What to do ▸ Copy each line from the records below in which the word "shadow" is found.

Records for this exercise ▸

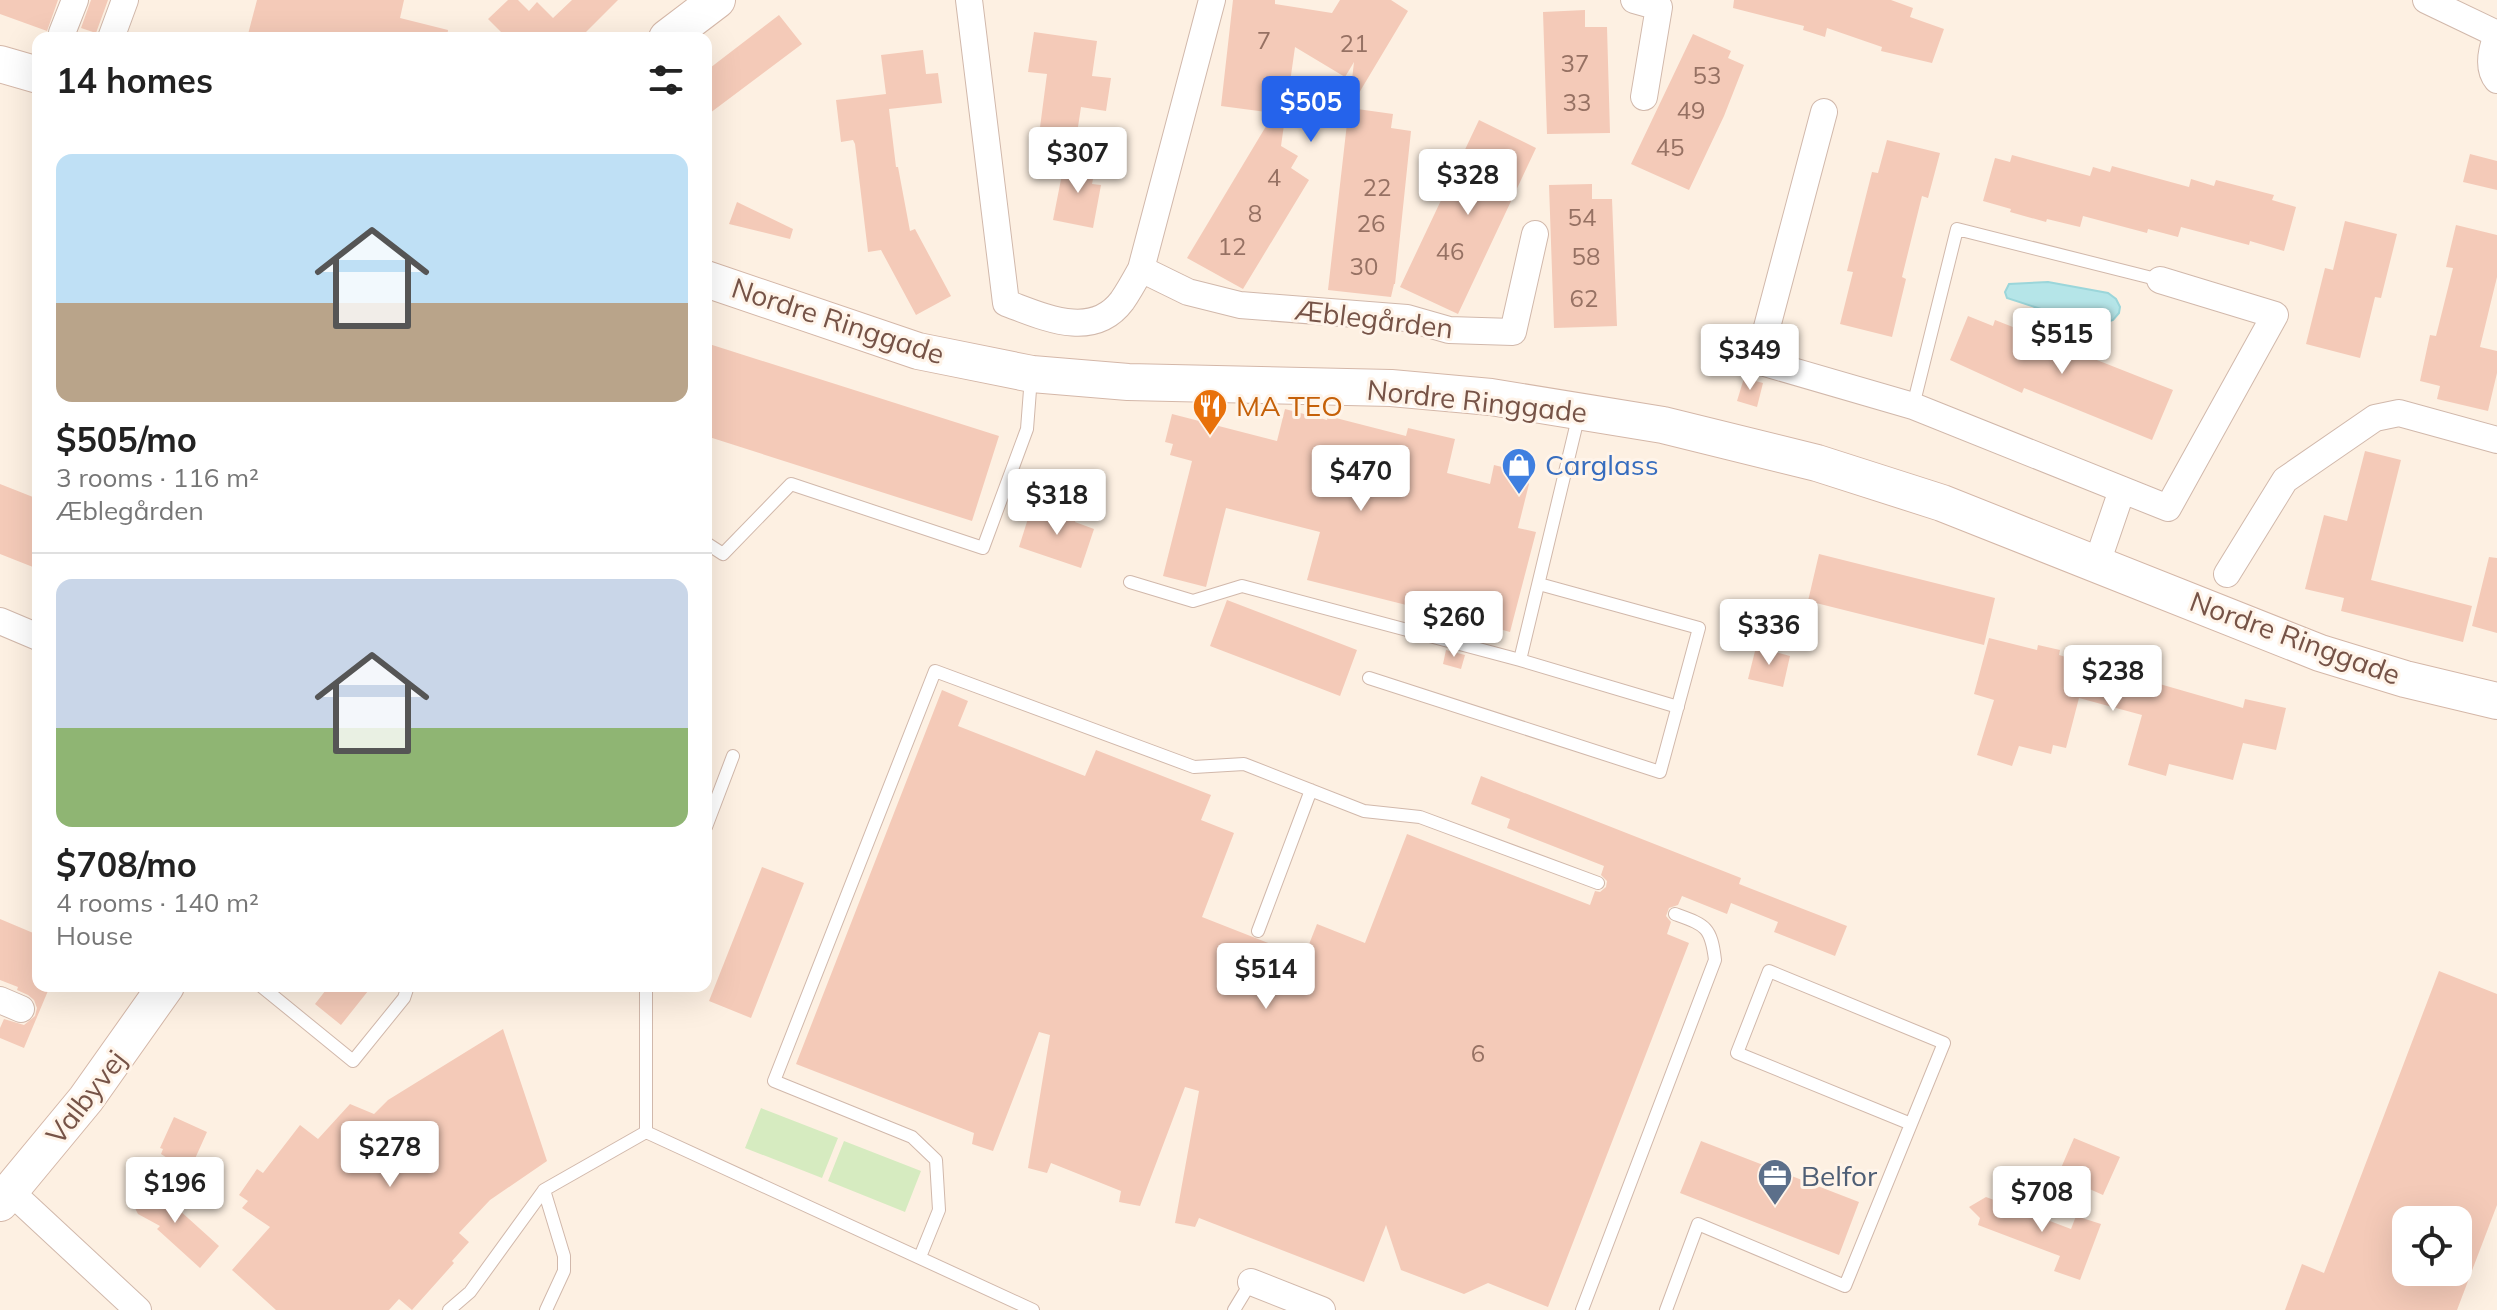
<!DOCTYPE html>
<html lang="en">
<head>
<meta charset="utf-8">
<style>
  body { margin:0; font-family:Mulish,sans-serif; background:#f2f2f2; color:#222; height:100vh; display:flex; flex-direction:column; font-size:30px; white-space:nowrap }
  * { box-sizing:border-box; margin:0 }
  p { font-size:26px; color:#767676 }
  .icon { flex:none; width:44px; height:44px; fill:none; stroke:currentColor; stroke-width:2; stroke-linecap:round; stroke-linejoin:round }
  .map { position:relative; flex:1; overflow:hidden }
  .sheet { position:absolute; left:32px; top:32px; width:680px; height:960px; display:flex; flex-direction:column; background:#fff; border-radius:16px; box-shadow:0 8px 32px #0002 }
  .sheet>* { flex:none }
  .buttons { position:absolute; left:2392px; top:1206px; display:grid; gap:16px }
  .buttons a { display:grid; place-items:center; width:80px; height:80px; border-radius:16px; background:#fff; box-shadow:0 8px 32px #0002; font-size:40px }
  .price { position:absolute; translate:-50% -68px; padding:0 18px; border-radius:8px; background:#fff; color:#222; font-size:26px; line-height:52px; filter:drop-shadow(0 2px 4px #0008) }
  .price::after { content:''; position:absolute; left:50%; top:48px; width:24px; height:18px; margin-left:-12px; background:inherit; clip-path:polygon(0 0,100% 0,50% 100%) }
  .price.selected { background:#2563eb; color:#fff }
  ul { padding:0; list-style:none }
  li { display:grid; align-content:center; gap:16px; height:424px; padding:0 24px }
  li+li { border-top:2px solid #e0e0e0 }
  li span { display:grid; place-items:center; height:248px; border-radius:16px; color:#555 }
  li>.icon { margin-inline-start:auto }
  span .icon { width:144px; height:144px; fill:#fffc; stroke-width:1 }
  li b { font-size:34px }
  h2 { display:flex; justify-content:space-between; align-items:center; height:96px; padding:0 24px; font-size:34px }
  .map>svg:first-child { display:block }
  .green { fill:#d6ebc0 }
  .water { fill:#b5e5e8; stroke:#9bd6da; stroke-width:2 }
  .building { fill:#f4cab8; fill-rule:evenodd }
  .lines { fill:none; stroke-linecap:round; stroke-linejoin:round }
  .lane-casing { stroke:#d1b8ab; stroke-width:14 }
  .street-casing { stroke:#d1b8ab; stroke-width:28 }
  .secondary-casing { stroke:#d4b7a8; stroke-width:38 }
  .lane { stroke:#fff; stroke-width:12 }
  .street { stroke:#fff; stroke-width:26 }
  .secondary { stroke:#fff; stroke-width:36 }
  .labels { text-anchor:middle; stroke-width:6; stroke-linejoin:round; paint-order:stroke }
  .number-label { font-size:24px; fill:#967163 }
  .street-label { font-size:28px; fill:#765347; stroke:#fff4e9 }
  .food-label { font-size:28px; fill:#c56008; stroke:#fff4e9; text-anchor:start }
  .shop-label { font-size:28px; fill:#366cbe; stroke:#fff4e9; text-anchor:start }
  .service-label { font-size:28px; fill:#4e5e75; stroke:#fff4e9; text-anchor:start }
</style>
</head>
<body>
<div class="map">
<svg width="2497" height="1310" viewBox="0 0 2497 1310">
  <rect width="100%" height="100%" fill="#fdf0e2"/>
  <!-- green -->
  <path class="green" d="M761,1108L838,1138L822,1178L745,1148Z
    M844,1141L921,1171L905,1212L828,1181Z"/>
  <!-- water -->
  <path class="water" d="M2048,282L2108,293L2116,299L2120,307L2119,313L2113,320L2105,323L2062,312H2050L2007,298L2005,292L2009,284Z"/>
  <!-- building -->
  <path class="building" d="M0,0H58L47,31L0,14Z
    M91,0H108L96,33L81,28Z
    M257,0H404L400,18L448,30L447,38H247Z
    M508,0H518L529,11L537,2L553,18L572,0H618L580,38H507L488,19Z
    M1233,0H1275V4L1332,13L1340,0H1391L1408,11L1350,108L1393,114L1391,128L1411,131L1395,284H1394L1391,297L1328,290L1354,62L1345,77L1295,47L1281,146L1298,156L1291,168L1309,180L1243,289L1187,258L1274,113L1221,106Z
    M1734,0H1891L1913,8L1910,17L1944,29L1932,63L1881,51L1882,47L1827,28L1825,37L1803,30L1804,26L1733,8Z
    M1585,10V27H1607L1610,133L1547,134L1543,12Z
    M779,15L802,44L706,116V71Z
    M1034,32L1097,41L1092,76L1111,78L1106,111L1081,107L1076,140L1039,135L1047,74L1028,72Z
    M1693,34L1731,51L1728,58L1744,65L1724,116L1689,190L1631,164Z
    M923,50L926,74L938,73L942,103L889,109L896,167H898L910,231L915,229L951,296L916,315L881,250L868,252L855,144L853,140L841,142L836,100L886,94L881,55Z
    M1479,120L1536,148L1458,314L1400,287Z
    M1887,140L1940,153L1928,198L1922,196L1902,277L1906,279L1892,337L1840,324L1853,272L1847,271L1872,172L1878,173Z
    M2470,154L2497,161V190L2463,182Z
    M2012,155L2090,176L2093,167L2110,172L2112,166L2189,187L2191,179L2214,186L2216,180L2274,195L2272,200L2296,207L2284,251L2250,241L2249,245L2181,227L2178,237L2148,229L2147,233L2083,216L2080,227L2047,219L2046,222L2010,212L2011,209L1983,201L1995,158L2010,162Z
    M1065,159L1096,164L1092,184L1101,185L1093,228L1053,220Z
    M1592,184V199H1612L1617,326L1554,328L1549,185Z
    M737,202L793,229L790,239L729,224Z
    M2345,221L2397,234L2381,298L2375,297L2360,358L2306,344L2325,268L2333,270Z
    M2456,225L2497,235V277L2480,347L2497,351V373L2488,411L2437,399L2440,386L2420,381L2430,335L2436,336L2453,268L2446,267Z
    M1968,316L1993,326L1995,320L2173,390L2152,440L2024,388L2022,393L1950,360Z
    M706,343L999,436L972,521L706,436Z
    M1744,378L1763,383L1757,407L1737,401Z
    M1285,409L1327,420L1328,416L1406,436L1408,428L1455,439L1447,473L1490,484L1494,465L1522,472L1529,484L1518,528L1536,532L1510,632L1474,622L1470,637L1450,632L1454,617L1307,580L1320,532L1226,508L1206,587L1163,576L1192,461L1170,455L1173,444L1165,442L1172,414L1277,441Z
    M2365,451L2401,460L2371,580L2472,606L2463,642L2341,611L2344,598L2305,589L2324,515L2347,521Z
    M0,484L38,499V569L0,554Z
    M1031,509L1051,515L1052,512L1076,519L1075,522L1094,529L1081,568L1019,547Z
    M1819,554L1995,598L1984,645L1808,601Z
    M2489,557L2497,558V633L2472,626Z
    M1227,600L1357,650L1340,696L1210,646Z
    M1989,638L2037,650L2038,645L2060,650L2059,655L2243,708L2245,699L2286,708L2276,750L2243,743L2233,780L2169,764L2166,776L2128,765L2142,715L2079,698L2066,748L2053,745L2051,754L2019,746L2012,766L1977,755L1994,700L1974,694Z
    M1756,647L1790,656L1783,687L1748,679Z
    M1446,650L1465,655L1461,669L1443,664Z
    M942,690L968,701L958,726L1085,776L1096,750L1211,795L1201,820L1234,833L1202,917L1304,957L1317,924L1365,943L1407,834L1590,905L1595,891L1600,892L1606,887L1607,881L1601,875L1604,866L1507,828L1510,819L1471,804L1481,776L1741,878L1739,884L1847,926L1835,956L1774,932L1778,922L1731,903L1727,914L1682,896L1678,905L1669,908L1666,916L1671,922L1667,934L1689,943L1548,1307L1488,1283L1464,1294L1401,1270L1386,1225L1364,1282L1199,1218L1195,1227L1175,1223L1199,1091L1185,1087L1140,1206L1119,1202L1121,1191L1051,1163L1047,1173L1028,1168L1050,1035L1039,1032L993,1151L972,1144L974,1133L796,1064Z
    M762,867L804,883L751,1018L709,1001Z
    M0,919L38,935V986H50L24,1048L0,1038V1028L4,1019L24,1025L35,1016L37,1008L34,1000L28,995L17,990L18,987L0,980Z
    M2439,971L2497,994V1205L2457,1310H2285L2302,1264L2324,1273ZM2406,1220H2458V1272H2406Z
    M329,986H372L341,1025L315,1004Z
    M503,1029L547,1161L490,1200L459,1233L469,1242L452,1261L454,1263L412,1310L399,1299L389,1310H276L232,1270L270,1227L242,1208L248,1201L239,1195L257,1169L263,1173L300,1125L318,1139L350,1104L374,1114L388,1100Z
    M174,1117L207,1132L189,1172L161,1154L163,1149L160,1148Z
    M2074,1138L2120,1157L2103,1195L2058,1175Z
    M1701,1141L1859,1202L1839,1255L1680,1193Z
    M148,1182L219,1246L200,1268L157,1229L160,1226L138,1214L133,1204L142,1184L146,1186Z
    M1986,1197L2071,1229L2076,1216L2101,1224L2080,1280L2054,1271L2060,1256L1978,1225L1980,1218L1969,1207Z"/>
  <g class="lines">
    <!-- lane casing -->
    <g class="lane-casing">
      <path id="lane" d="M1913,406L1957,229L2160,280
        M706,543L723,554L791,484L983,548L1027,429L1031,377
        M1130,582L1193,601L1242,586L1520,660L1579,414
        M1520,660L1678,707
        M1369,678L1660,772L1699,628L1539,584
        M706,827L733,756
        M1258,931L1311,790
        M261,986L353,1061L404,998L408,986
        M646,1132L1033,1310
        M920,1257L939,1210L936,1160L912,1137L774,1081L935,671L1194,767L1244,764L1364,811L1420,817L1598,883
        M449,1310L470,1292L544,1190
        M546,1310L564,1271V1256L544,1190L646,1132V986
        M1234,1310L1251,1282
        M1582,1310L1715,960C1711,926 1705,925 1675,914
        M1666,1310L1698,1224L1845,1286L1944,1043L1769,971L1737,1053L1911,1124"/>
    </g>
    <!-- street casing -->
    <g class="street-casing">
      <path id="street" d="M969,0L1006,303C1042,316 1092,341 1122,301C1129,291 1135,280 1141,269L1212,0
        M1634,0L1659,7L1644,97
        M2426,0L2497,34
        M62,33L75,0
        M2497,35C2492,48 2487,68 2497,80
        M111,38L125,0
        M1824,112L1758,361L1913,406L2168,508L2275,315L2160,280
        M1141,269L1188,292L1240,305L1407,318L1449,330L1513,332L1535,234
        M2097,563L2122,490
        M2227,574L2285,480L2375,418L2399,413L2497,440
        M0,621L38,637
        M0,1000L21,1009
        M11,1192L138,1310
        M1251,1282L1322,1310"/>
    </g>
    <!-- secondary casing -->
    <g class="secondary-casing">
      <path id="secondary" d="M667,38L717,0
        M0,64L38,75
        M706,279L918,351L1032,374L1128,382L1391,388L1491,397L1663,425L1817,463L1942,503L2320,653L2405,679L2497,701
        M0,1203L86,1099L166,986"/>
    </g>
    <!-- lane -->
    <use href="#lane" class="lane"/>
    <!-- street -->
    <use href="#street" class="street"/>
    <!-- secondary -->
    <use href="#secondary" class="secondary"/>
  </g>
  <!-- icons -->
  <defs>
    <g id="restaurant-pin" transform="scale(1.8)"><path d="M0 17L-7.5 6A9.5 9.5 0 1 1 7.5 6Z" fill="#e8710a" stroke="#fff4e9"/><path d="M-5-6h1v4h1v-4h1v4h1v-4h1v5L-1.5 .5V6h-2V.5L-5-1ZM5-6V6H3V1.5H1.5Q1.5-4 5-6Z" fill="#fff"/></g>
    <g id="shop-pin" transform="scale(1.8)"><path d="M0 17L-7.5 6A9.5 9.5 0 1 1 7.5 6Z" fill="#3f7fe0" stroke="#fff4e9"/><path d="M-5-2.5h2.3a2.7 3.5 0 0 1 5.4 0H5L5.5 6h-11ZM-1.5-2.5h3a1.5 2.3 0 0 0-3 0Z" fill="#fff"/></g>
    <g id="office-pin" transform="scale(1.8)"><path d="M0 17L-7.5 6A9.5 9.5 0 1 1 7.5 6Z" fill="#5c6f8a" stroke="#fff4e9"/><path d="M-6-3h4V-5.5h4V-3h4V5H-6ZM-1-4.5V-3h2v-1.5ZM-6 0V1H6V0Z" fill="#fff"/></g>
  </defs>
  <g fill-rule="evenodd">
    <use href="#restaurant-pin" x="1210" y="406"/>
    <use href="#shop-pin" x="1519" y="465"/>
    <use href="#office-pin" x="1775" y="1176"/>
  </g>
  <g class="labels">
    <!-- number labels -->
    <g class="number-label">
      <text x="1264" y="49">7</text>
      <text x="1354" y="52">21</text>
      <text x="1575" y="72">37</text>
      <text x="1707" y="84">53</text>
      <text x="1577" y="111">33</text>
      <text x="1691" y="119">49</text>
      <text x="1670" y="156">45</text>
      <text x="1274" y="186">4</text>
      <text x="1377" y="196">22</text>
      <text x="1255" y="222">8</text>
      <text x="1582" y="226">54</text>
      <text x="1371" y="232">26</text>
      <text x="1232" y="255">12</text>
      <text x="1450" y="260">46</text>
      <text x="1586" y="265">58</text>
      <text x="1364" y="275">30</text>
      <text x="1584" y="307">62</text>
      <text x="1478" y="1062">6</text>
    </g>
    <!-- street labels -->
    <g class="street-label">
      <text transform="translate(1374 319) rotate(7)" y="10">Æblegården</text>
      <text transform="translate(838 321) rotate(18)" y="10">Nordre Ringgade</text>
      <text transform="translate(1477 401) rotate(6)" y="10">Nordre Ringgade</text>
      <text transform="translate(2295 638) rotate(20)" y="10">Nordre Ringgade</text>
      <text transform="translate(86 1097) rotate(-52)" y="10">Valbyvej</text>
    </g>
    <!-- food labels -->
    <g class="food-label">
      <text x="1236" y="416">MA TEO</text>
    </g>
    <!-- shop labels -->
    <g class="shop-label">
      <text x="1545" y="475">Carglass</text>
    </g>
    <!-- service labels -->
    <g class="service-label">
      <text x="1801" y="1186">Belfor</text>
    </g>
  </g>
</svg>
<div class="buttons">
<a><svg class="icon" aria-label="locate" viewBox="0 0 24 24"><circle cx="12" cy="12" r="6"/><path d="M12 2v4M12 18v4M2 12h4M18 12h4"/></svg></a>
</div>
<b class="price selected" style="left:1311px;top:144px">$505</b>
<b class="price" style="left:1078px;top:195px">$307</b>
<b class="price" style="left:1468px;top:217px">$328</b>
<b class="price" style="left:2062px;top:376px">$515</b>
<b class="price" style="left:1750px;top:392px">$349</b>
<b class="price" style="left:1361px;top:513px">$470</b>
<b class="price" style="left:1057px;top:537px">$318</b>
<b class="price" style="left:1454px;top:659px">$260</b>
<b class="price" style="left:1769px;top:667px">$336</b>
<b class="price" style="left:2113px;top:713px">$238</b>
<b class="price" style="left:1266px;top:1011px">$514</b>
<b class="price" style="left:390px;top:1189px">$278</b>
<b class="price" style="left:175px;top:1225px">$196</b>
<b class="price" style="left:2042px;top:1234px">$708</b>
<section class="sheet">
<h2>14 homes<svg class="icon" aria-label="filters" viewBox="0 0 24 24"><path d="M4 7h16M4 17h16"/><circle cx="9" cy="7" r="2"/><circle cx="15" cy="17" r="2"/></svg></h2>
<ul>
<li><span style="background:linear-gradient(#bfe0f5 60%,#b9a48a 0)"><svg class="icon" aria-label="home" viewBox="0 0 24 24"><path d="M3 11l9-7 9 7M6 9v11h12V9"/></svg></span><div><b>$505/mo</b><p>3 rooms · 116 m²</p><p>Æblegården</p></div></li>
<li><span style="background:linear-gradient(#c9d6e8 60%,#8fb573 0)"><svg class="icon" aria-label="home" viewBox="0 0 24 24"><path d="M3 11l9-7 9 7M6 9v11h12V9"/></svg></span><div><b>$708/mo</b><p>4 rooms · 140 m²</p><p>House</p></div></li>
</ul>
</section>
</div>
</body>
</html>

Expected output ▸
  .sheet { position:absolute; left:32px; top:32px; width:680px; height:960px; display:flex; flex-direction:column; background:#fff; border-radius:16px; box-shadow:0 8px 32px #0002 }
  .buttons a { display:grid; place-items:center; width:80px; height:80px; border-radius:16px; background:#fff; box-shadow:0 8px 32px #0002; font-size:40px }
  .price { position:absolute; translate:-50% -68px; padding:0 18px; border-radius:8px; background:#fff; color:#222; font-size:26px; line-height:52px; filter:drop-shadow(0 2px 4px #0008) }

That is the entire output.